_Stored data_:
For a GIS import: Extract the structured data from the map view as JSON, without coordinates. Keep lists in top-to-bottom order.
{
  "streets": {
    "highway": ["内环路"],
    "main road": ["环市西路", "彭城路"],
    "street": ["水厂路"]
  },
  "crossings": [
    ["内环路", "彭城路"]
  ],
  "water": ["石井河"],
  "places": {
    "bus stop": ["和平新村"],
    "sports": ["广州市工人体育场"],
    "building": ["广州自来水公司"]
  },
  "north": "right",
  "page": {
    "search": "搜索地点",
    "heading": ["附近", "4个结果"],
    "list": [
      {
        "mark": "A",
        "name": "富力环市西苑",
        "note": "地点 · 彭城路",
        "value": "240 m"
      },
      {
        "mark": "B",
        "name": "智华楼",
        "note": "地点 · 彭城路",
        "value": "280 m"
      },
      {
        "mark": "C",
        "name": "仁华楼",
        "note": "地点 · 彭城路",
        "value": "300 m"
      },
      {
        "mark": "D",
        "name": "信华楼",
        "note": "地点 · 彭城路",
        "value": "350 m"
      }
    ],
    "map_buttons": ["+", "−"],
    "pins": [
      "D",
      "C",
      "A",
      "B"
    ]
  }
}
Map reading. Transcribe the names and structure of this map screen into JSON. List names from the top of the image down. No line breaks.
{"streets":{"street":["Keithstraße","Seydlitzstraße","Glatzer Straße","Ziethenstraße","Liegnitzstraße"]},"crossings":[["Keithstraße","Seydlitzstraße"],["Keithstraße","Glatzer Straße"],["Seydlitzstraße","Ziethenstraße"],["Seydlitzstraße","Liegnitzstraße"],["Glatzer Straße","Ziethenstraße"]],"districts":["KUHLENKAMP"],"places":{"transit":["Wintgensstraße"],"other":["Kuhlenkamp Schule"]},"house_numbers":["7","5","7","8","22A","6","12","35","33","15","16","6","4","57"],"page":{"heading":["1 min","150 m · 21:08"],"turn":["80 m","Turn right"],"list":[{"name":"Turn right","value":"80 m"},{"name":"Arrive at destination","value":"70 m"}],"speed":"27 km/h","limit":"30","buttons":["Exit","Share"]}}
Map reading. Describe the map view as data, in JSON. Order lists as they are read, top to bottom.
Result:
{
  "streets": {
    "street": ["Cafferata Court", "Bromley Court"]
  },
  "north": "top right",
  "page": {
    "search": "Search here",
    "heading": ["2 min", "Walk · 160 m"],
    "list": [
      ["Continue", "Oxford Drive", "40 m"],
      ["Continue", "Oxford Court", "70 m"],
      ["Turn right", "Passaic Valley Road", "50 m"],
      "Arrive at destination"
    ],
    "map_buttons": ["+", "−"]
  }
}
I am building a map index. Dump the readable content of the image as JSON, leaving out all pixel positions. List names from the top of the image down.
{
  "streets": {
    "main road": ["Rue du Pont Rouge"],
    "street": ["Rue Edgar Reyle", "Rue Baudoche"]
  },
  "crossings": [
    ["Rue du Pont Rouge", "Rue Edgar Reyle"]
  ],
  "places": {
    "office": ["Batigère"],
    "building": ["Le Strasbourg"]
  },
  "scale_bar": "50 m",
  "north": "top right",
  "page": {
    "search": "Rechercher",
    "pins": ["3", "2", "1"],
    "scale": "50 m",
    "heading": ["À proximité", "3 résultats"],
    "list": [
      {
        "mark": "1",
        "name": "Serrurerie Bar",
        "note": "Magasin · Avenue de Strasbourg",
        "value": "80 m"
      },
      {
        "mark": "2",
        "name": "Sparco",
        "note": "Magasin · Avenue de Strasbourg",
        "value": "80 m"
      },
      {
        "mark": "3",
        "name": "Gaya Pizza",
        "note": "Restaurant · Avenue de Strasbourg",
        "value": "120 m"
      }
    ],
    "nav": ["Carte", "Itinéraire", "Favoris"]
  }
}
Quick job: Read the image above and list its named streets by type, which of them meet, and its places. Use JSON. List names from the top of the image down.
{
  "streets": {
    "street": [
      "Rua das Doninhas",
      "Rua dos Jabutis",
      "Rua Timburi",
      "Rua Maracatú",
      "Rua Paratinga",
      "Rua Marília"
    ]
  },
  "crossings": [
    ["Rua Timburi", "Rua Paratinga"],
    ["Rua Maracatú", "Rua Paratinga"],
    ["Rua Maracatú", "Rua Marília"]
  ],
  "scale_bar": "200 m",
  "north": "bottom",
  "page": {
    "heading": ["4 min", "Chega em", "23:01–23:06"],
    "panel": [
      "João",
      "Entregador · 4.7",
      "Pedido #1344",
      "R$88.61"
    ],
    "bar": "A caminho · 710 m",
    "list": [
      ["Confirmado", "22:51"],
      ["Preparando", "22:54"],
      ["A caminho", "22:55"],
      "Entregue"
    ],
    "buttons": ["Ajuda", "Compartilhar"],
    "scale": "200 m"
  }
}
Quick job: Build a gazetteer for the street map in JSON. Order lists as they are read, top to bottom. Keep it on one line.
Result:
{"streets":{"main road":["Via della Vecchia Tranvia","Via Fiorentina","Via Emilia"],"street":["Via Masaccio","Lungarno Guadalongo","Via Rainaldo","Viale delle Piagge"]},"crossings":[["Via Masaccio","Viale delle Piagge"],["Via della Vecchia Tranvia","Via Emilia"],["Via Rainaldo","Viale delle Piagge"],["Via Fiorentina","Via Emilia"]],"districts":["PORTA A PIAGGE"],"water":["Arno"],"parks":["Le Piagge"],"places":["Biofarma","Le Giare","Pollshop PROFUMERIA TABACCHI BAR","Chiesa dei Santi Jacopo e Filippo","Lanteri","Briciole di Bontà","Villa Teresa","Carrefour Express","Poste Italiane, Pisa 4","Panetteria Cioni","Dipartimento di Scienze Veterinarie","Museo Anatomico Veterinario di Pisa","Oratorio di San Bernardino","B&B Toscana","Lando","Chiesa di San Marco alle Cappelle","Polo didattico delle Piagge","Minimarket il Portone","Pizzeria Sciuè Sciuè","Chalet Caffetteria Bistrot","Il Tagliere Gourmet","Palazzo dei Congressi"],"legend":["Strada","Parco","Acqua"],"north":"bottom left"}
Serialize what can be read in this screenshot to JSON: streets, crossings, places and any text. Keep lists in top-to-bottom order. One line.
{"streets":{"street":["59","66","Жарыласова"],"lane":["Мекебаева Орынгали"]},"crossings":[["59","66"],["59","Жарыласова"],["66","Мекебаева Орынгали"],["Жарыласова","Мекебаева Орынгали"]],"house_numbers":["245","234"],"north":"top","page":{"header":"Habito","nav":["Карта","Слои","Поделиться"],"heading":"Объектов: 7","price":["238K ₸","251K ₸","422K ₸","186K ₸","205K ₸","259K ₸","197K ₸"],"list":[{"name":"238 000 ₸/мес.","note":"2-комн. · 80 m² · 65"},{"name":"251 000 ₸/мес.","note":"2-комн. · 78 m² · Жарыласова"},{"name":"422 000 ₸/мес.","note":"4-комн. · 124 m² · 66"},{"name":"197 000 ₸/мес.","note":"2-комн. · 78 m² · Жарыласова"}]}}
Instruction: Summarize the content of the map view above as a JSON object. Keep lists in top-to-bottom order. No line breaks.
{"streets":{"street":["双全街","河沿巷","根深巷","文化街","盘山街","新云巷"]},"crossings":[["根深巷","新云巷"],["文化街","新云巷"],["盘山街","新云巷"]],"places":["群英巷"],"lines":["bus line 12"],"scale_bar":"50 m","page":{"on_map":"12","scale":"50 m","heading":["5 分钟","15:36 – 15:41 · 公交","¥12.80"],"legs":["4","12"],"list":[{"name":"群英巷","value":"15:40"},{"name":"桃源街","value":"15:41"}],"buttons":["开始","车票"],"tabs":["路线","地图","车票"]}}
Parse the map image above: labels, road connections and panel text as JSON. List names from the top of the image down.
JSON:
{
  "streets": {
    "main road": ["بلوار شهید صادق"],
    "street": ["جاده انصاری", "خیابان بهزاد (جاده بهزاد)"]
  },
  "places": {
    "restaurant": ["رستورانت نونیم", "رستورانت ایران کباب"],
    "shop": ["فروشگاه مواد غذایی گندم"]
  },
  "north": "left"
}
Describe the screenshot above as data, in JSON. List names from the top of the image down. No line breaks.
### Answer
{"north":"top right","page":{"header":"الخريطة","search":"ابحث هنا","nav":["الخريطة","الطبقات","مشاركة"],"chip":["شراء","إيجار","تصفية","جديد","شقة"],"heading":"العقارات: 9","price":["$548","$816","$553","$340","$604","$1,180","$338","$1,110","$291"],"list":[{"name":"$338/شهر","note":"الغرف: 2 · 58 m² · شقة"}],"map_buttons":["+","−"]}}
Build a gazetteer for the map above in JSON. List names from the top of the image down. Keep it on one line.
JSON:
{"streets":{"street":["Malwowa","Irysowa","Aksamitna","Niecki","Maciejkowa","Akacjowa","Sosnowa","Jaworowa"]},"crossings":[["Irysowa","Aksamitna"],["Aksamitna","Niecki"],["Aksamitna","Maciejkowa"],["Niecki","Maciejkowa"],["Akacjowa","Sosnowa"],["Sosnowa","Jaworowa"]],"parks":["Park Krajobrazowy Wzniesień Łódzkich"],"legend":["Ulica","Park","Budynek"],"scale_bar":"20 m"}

_YOUR INSTRUCTIONS_:
In the entries above, locate every line with the word "they" and copy it.

_EXERCISE SOLUTION_:
Map reading. Describe the map view as data, in JSON. Order lists as they are read, top to bottom.
Quick job: Build a gazetteer for the street map in JSON. Order lists as they are read, top to bottom. Keep it on one line.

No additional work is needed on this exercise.